▶ [The problem]: Please copy all of the entries exactly, but drop every picture.

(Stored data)
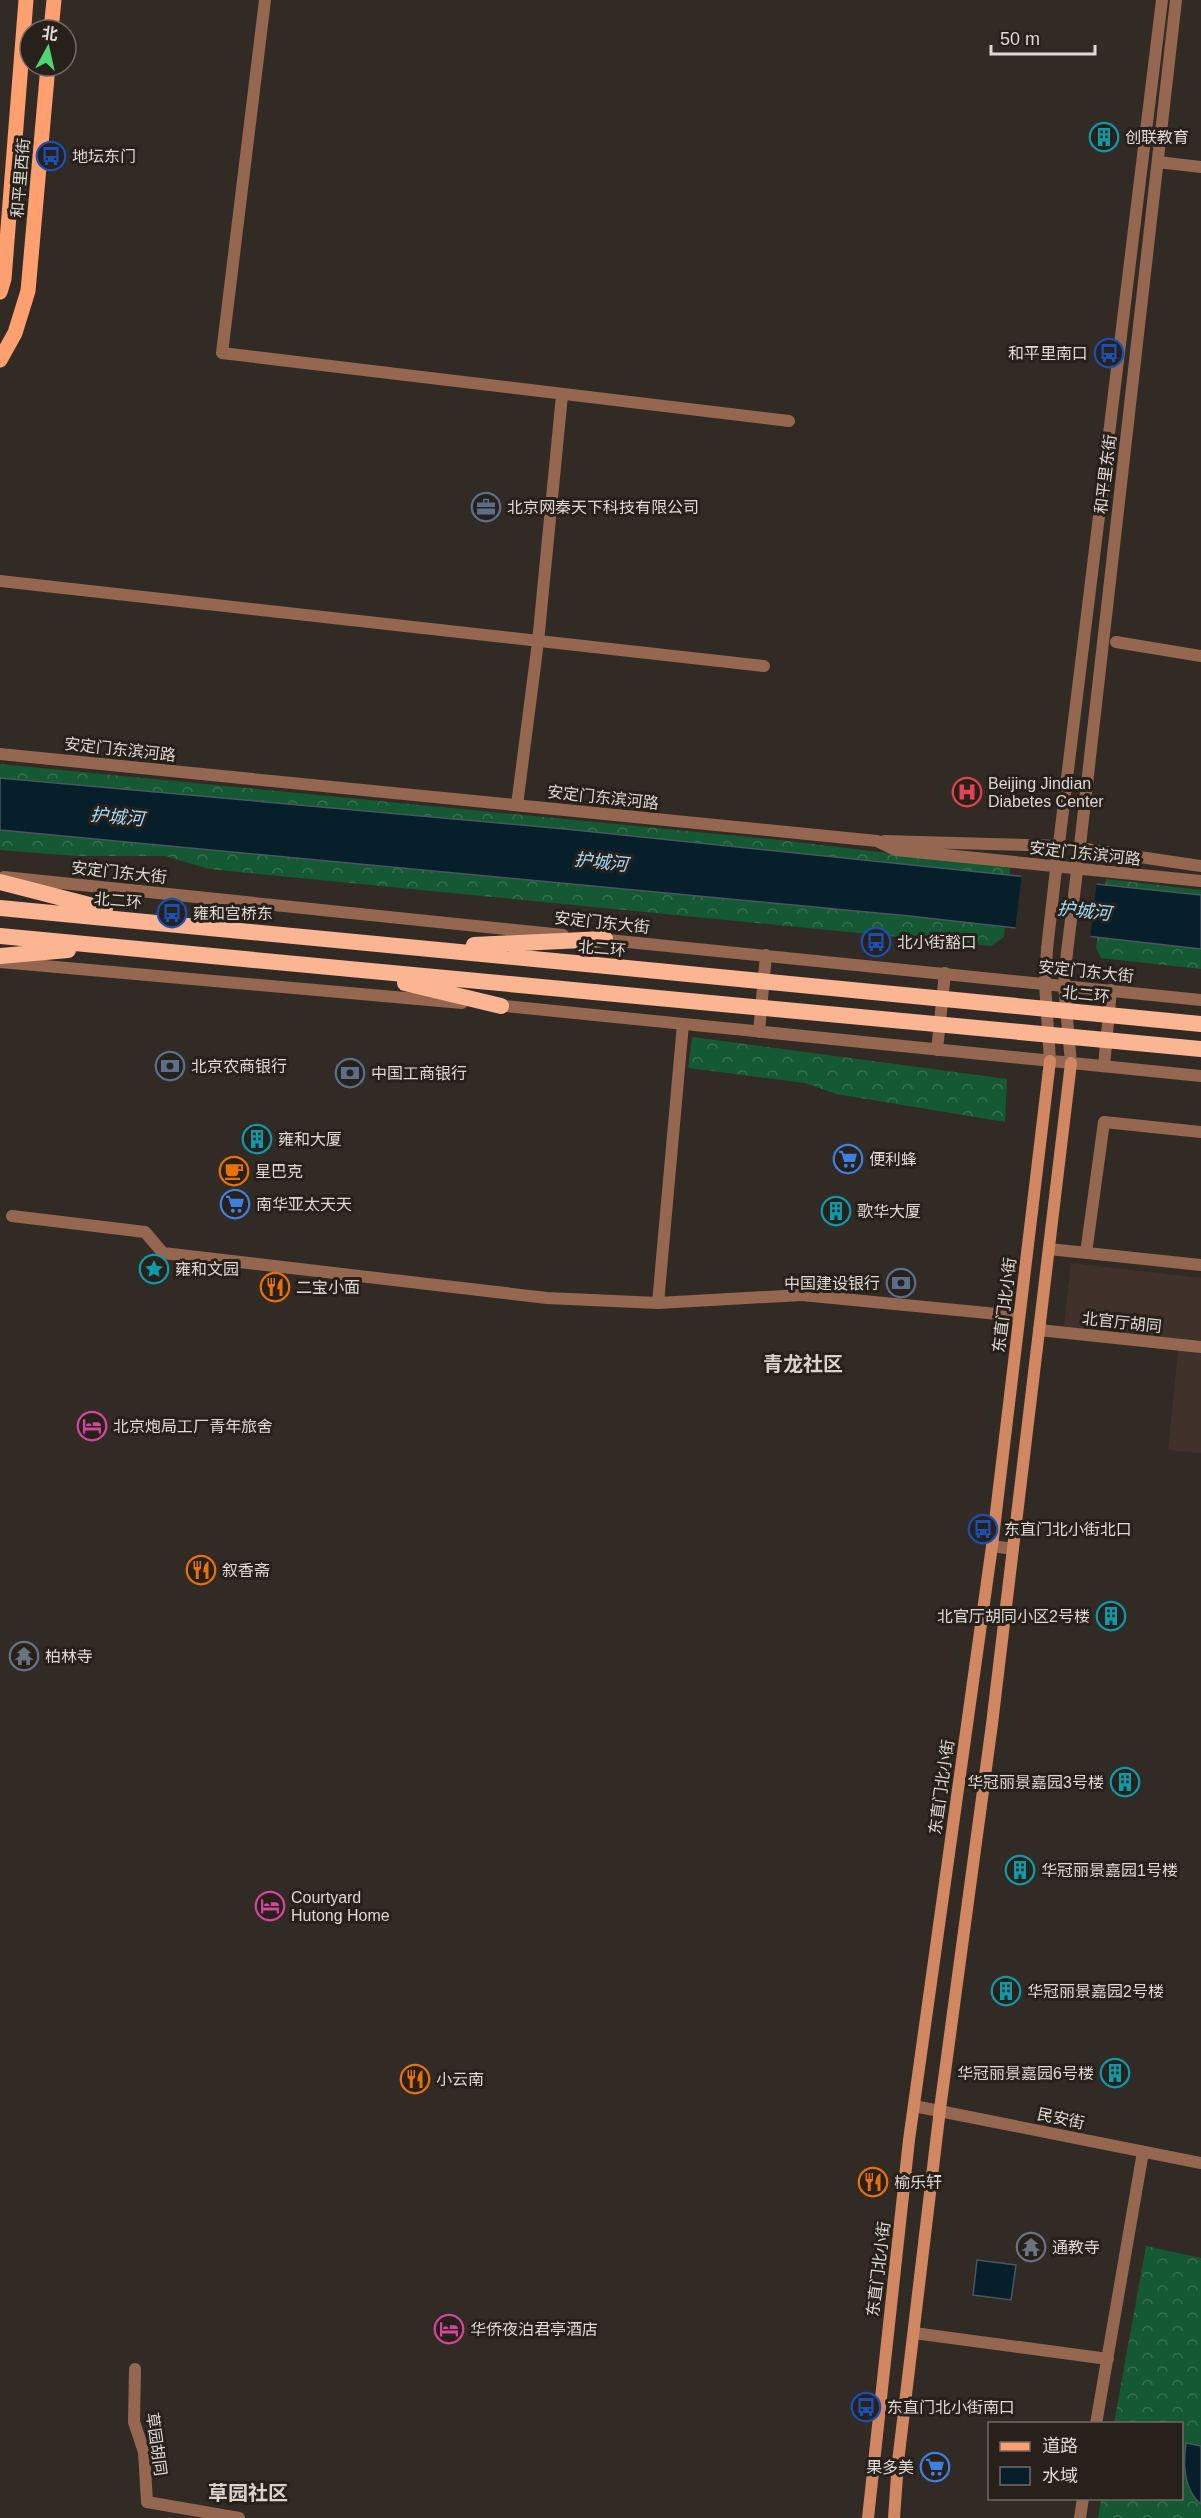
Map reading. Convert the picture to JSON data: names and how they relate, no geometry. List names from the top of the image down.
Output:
{
  "streets": {
    "highway": ["北二环"],
    "main road": ["和平里西街", "东直门北小街"],
    "street": [
      "和平里东街",
      "安定门东滨河路",
      "安定门东大街",
      "北官厅胡同",
      "民安街",
      "草园胡同"
    ]
  },
  "crossings": [
    ["和平里东街", "安定门东大街"],
    ["和平里东街", "东直门北小街"],
    ["东直门北小街", "民安街"]
  ],
  "districts": ["青龙社区", "草园社区"],
  "water": ["护城河"],
  "places": {
    "building": [
      "创联教育",
      "雍和大厦",
      "歌华大厦",
      "北官厅胡同小区2号楼",
      "华冠丽景嘉园3号楼",
      "华冠丽景嘉园1号楼",
      "华冠丽景嘉园2号楼",
      "华冠丽景嘉园6号楼"
    ],
    "bus stop": [
      "地坛东门",
      "和平里南口",
      "雍和宫桥东",
      "北小街豁口",
      "东直门北小街北口",
      "东直门北小街南口"
    ],
    "office": ["北京网秦天下科技有限公司"],
    "hospital": ["Beijing Jindian Diabetes Center"],
    "bank": ["北京农商银行", "中国工商银行", "中国建设银行"],
    "supermarket": ["便利蜂", "南华亚太天天", "果多美"],
    "cafe": ["星巴克"],
    "place": ["雍和文园"],
    "restaurant": [
      "二宝小面",
      "叙香斋",
      "小云南",
      "榆乐轩"
    ],
    "hotel": ["北京炮局工厂青年旅舍", "Courtyard Hutong Home", "华侨夜泊君亭酒店"],
    "temple": ["柏林寺", "通教寺"]
  },
  "legend": ["道路", "水域"],
  "scale_bar": "50 m",
  "north": "top"
}
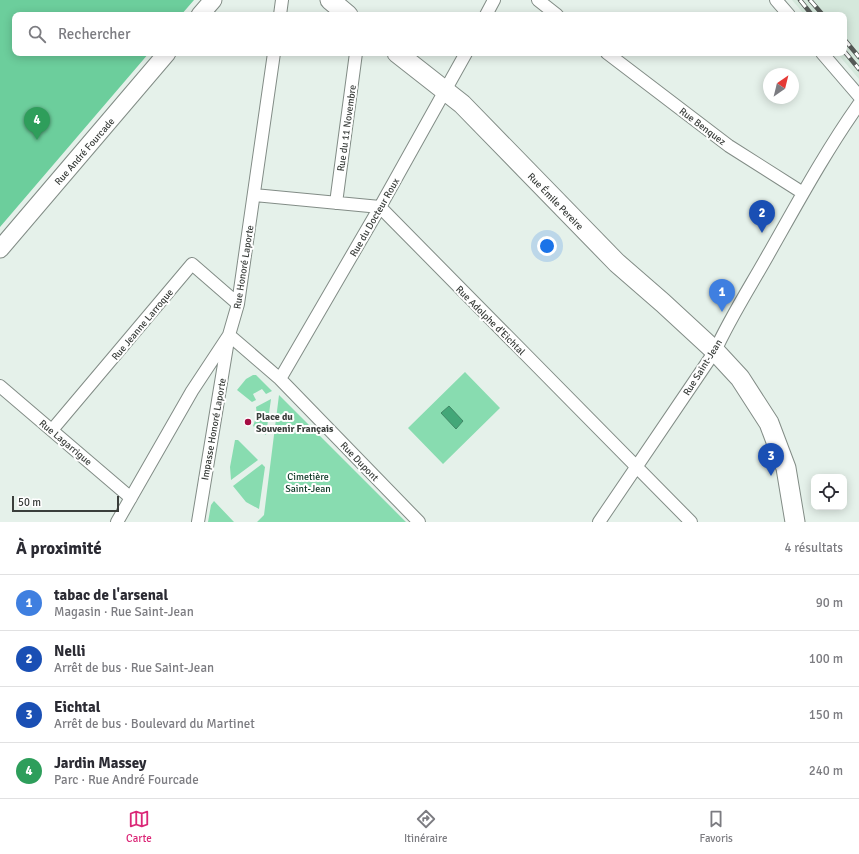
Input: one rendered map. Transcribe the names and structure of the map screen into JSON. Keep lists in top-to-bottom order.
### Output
{
  "streets": {
    "main road": ["Rue Émile Pereire"],
    "street": [
      "Rue Benquez",
      "Rue du 11 Novembre",
      "Rue André Fourcade",
      "Rue du Docteur Roux",
      "Rue Honoré Laporte",
      "Rue Adolphe d'Eichtal",
      "Rue Jeanne Larroque",
      "Rue Saint-Jean",
      "Impasse Honoré Laporte",
      "Rue Lagarrigue",
      "Rue Dupont"
    ]
  },
  "crossings": [
    ["Rue Benquez", "Rue Saint-Jean"],
    ["Rue Émile Pereire", "Rue du Docteur Roux"],
    ["Rue Émile Pereire", "Rue Saint-Jean"],
    ["Rue du Docteur Roux", "Rue Adolphe d'Eichtal"],
    ["Rue du Docteur Roux", "Rue Dupont"],
    ["Rue Honoré Laporte", "Rue Jeanne Larroque"],
    ["Rue Honoré Laporte", "Impasse Honoré Laporte"],
    ["Rue Honoré Laporte", "Rue Lagarrigue"],
    ["Rue Honoré Laporte", "Rue Dupont"],
    ["Rue Adolphe d'Eichtal", "Rue Saint-Jean"],
    ["Rue Jeanne Larroque", "Rue Lagarrigue"],
    ["Impasse Honoré Laporte", "Rue Dupont"]
  ],
  "parks": ["Cimetière Saint-Jean"],
  "places": ["Place du Souvenir Français"],
  "scale_bar": "50 m",
  "north": "top right",
  "page": {
    "search": "Rechercher",
    "pins": [
      "4",
      "2",
      "1",
      "3"
    ],
    "scale": "50 m",
    "heading": ["À proximité", "4 résultats"],
    "list": [
      {
        "mark": "1",
        "name": "tabac de l'arsenal",
        "note": "Magasin · Rue Saint-Jean",
        "value": "90 m"
      },
      {
        "mark": "2",
        "name": "Nelli",
        "note": "Arrêt de bus · Rue Saint-Jean",
        "value": "100 m"
      },
      {
        "mark": "3",
        "name": "Eichtal",
        "note": "Arrêt de bus · Boulevard du Martinet",
        "value": "150 m"
      },
      {
        "mark": "4",
        "name": "Jardin Massey",
        "note": "Parc · Rue André Fourcade",
        "value": "240 m"
      }
    ],
    "nav": ["Carte", "Itinéraire", "Favoris"]
  }
}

▶ [Result below]:
Map reading. Convert the picture to JSON data: names and how they relate, no geometry. List names from the top of the image down.
Output:
{
  "streets": {
    "highway": ["北二环"],
    "main road": ["和平里西街", "东直门北小街"],
    "street": [
      "和平里东街",
      "安定门东滨河路",
      "安定门东大街",
      "北官厅胡同",
      "民安街",
      "草园胡同"
    ]
  },
  "crossings": [
    ["和平里东街", "安定门东大街"],
    ["和平里东街", "东直门北小街"],
    ["东直门北小街", "民安街"]
  ],
  "districts": ["青龙社区", "草园社区"],
  "water": ["护城河"],
  "places": {
    "building": [
      "创联教育",
      "雍和大厦",
      "歌华大厦",
      "北官厅胡同小区2号楼",
      "华冠丽景嘉园3号楼",
      "华冠丽景嘉园1号楼",
      "华冠丽景嘉园2号楼",
      "华冠丽景嘉园6号楼"
    ],
    "bus stop": [
      "地坛东门",
      "和平里南口",
      "雍和宫桥东",
      "北小街豁口",
      "东直门北小街北口",
      "东直门北小街南口"
    ],
    "office": ["北京网秦天下科技有限公司"],
    "hospital": ["Beijing Jindian Diabetes Center"],
    "bank": ["北京农商银行", "中国工商银行", "中国建设银行"],
    "supermarket": ["便利蜂", "南华亚太天天", "果多美"],
    "cafe": ["星巴克"],
    "place": ["雍和文园"],
    "restaurant": [
      "二宝小面",
      "叙香斋",
      "小云南",
      "榆乐轩"
    ],
    "hotel": ["北京炮局工厂青年旅舍", "Courtyard Hutong Home", "华侨夜泊君亭酒店"],
    "temple": ["柏林寺", "通教寺"]
  },
  "legend": ["道路", "水域"],
  "scale_bar": "50 m",
  "north": "top"
}
Input: one rendered map. Transcribe the names and structure of the map screen into JSON. Keep lists in top-to-bottom order.
### Output
{
  "streets": {
    "main road": ["Rue Émile Pereire"],
    "street": [
      "Rue Benquez",
      "Rue du 11 Novembre",
      "Rue André Fourcade",
      "Rue du Docteur Roux",
      "Rue Honoré Laporte",
      "Rue Adolphe d'Eichtal",
      "Rue Jeanne Larroque",
      "Rue Saint-Jean",
      "Impasse Honoré Laporte",
      "Rue Lagarrigue",
      "Rue Dupont"
    ]
  },
  "crossings": [
    ["Rue Benquez", "Rue Saint-Jean"],
    ["Rue Émile Pereire", "Rue du Docteur Roux"],
    ["Rue Émile Pereire", "Rue Saint-Jean"],
    ["Rue du Docteur Roux", "Rue Adolphe d'Eichtal"],
    ["Rue du Docteur Roux", "Rue Dupont"],
    ["Rue Honoré Laporte", "Rue Jeanne Larroque"],
    ["Rue Honoré Laporte", "Impasse Honoré Laporte"],
    ["Rue Honoré Laporte", "Rue Lagarrigue"],
    ["Rue Honoré Laporte", "Rue Dupont"],
    ["Rue Adolphe d'Eichtal", "Rue Saint-Jean"],
    ["Rue Jeanne Larroque", "Rue Lagarrigue"],
    ["Impasse Honoré Laporte", "Rue Dupont"]
  ],
  "parks": ["Cimetière Saint-Jean"],
  "places": ["Place du Souvenir Français"],
  "scale_bar": "50 m",
  "north": "top right",
  "page": {
    "search": "Rechercher",
    "pins": [
      "4",
      "2",
      "1",
      "3"
    ],
    "scale": "50 m",
    "heading": ["À proximité", "4 résultats"],
    "list": [
      {
        "mark": "1",
        "name": "tabac de l'arsenal",
        "note": "Magasin · Rue Saint-Jean",
        "value": "90 m"
      },
      {
        "mark": "2",
        "name": "Nelli",
        "note": "Arrêt de bus · Rue Saint-Jean",
        "value": "100 m"
      },
      {
        "mark": "3",
        "name": "Eichtal",
        "note": "Arrêt de bus · Boulevard du Martinet",
        "value": "150 m"
      },
      {
        "mark": "4",
        "name": "Jardin Massey",
        "note": "Parc · Rue André Fourcade",
        "value": "240 m"
      }
    ],
    "nav": ["Carte", "Itinéraire", "Favoris"]
  }
}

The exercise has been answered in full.